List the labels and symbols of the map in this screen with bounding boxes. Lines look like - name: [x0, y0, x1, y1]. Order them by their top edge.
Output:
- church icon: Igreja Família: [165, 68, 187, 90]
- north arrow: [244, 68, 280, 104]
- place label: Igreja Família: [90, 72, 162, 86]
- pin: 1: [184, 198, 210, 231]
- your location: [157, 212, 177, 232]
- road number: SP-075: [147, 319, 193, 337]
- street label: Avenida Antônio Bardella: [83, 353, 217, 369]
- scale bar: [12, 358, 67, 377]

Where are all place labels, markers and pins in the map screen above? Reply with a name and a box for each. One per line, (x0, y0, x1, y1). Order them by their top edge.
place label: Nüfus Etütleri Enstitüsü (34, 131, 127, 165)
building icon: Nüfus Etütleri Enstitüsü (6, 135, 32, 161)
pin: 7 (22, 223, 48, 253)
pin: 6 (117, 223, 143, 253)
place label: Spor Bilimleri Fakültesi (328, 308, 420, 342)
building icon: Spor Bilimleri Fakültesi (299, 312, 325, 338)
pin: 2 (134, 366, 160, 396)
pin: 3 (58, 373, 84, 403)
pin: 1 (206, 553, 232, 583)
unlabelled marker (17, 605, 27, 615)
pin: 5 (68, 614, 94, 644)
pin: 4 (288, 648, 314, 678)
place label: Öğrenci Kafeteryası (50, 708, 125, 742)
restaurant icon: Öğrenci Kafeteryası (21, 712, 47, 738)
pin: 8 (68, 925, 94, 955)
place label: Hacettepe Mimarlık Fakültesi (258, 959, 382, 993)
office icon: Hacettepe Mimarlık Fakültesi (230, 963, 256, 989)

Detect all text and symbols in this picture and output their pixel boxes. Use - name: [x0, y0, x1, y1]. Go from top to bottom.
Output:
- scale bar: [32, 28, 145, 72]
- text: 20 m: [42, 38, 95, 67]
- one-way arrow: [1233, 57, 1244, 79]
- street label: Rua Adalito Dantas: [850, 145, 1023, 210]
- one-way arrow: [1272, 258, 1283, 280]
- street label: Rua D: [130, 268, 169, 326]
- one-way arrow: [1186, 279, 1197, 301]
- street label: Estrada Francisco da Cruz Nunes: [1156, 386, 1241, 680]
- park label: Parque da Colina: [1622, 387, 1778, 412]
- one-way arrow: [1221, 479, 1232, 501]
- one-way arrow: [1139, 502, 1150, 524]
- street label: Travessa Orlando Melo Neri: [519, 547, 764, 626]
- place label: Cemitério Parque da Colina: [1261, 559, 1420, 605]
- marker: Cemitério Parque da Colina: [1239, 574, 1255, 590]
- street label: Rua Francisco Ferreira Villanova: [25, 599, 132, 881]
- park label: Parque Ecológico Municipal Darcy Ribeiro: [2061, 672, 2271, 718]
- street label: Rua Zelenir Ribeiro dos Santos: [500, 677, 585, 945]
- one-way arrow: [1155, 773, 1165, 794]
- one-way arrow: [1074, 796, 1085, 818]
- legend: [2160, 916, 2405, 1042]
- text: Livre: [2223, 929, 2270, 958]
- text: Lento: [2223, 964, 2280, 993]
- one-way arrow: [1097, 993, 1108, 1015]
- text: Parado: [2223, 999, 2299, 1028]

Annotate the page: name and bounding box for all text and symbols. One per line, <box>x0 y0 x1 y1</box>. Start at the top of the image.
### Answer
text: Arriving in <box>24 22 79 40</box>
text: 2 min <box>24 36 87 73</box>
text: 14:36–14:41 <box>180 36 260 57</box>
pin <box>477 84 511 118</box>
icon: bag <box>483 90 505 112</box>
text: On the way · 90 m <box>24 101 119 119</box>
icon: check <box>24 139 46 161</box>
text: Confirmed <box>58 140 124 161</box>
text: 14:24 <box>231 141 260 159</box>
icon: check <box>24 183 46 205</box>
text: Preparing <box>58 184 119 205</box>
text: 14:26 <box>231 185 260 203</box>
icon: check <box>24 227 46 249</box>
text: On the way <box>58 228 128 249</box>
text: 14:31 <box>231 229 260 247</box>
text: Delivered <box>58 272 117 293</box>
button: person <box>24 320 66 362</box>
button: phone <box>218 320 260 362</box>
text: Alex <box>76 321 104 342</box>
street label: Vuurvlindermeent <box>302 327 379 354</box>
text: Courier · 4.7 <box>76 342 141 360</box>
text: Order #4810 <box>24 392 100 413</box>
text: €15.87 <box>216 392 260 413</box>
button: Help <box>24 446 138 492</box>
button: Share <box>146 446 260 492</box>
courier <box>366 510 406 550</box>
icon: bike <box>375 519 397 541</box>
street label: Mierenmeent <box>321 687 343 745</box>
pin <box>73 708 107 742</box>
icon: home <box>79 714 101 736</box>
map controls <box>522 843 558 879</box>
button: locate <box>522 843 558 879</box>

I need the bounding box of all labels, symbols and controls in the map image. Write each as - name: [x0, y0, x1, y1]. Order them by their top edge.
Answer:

## WHAT THIS TASK INVOLVES
Up to and including the line with "Detect all text", reproduce the material above exactly as it appears, starting from its first line.

## ANSWER TO THE PROBLEM
List the labels and symbols of the map in this screen with bounding boxes. Lines look like - name: [x0, y0, x1, y1]. Order them by their top edge.
Output:
- church icon: Igreja Família: [165, 68, 187, 90]
- north arrow: [244, 68, 280, 104]
- place label: Igreja Família: [90, 72, 162, 86]
- pin: 1: [184, 198, 210, 231]
- your location: [157, 212, 177, 232]
- road number: SP-075: [147, 319, 193, 337]
- street label: Avenida Antônio Bardella: [83, 353, 217, 369]
- scale bar: [12, 358, 67, 377]

Where are all place labels, markers and pins in the map screen above? Reply with a name and a box for each. One per line, (x0, y0, x1, y1). Order them by their top edge.
place label: Nüfus Etütleri Enstitüsü (34, 131, 127, 165)
building icon: Nüfus Etütleri Enstitüsü (6, 135, 32, 161)
pin: 7 (22, 223, 48, 253)
pin: 6 (117, 223, 143, 253)
place label: Spor Bilimleri Fakültesi (328, 308, 420, 342)
building icon: Spor Bilimleri Fakültesi (299, 312, 325, 338)
pin: 2 (134, 366, 160, 396)
pin: 3 (58, 373, 84, 403)
pin: 1 (206, 553, 232, 583)
unlabelled marker (17, 605, 27, 615)
pin: 5 (68, 614, 94, 644)
pin: 4 (288, 648, 314, 678)
place label: Öğrenci Kafeteryası (50, 708, 125, 742)
restaurant icon: Öğrenci Kafeteryası (21, 712, 47, 738)
pin: 8 (68, 925, 94, 955)
place label: Hacettepe Mimarlık Fakültesi (258, 959, 382, 993)
office icon: Hacettepe Mimarlık Fakültesi (230, 963, 256, 989)

Detect all text and symbols in this picture and output their pixel boxes. Use - name: [x0, y0, x1, y1]. Go from top to bottom.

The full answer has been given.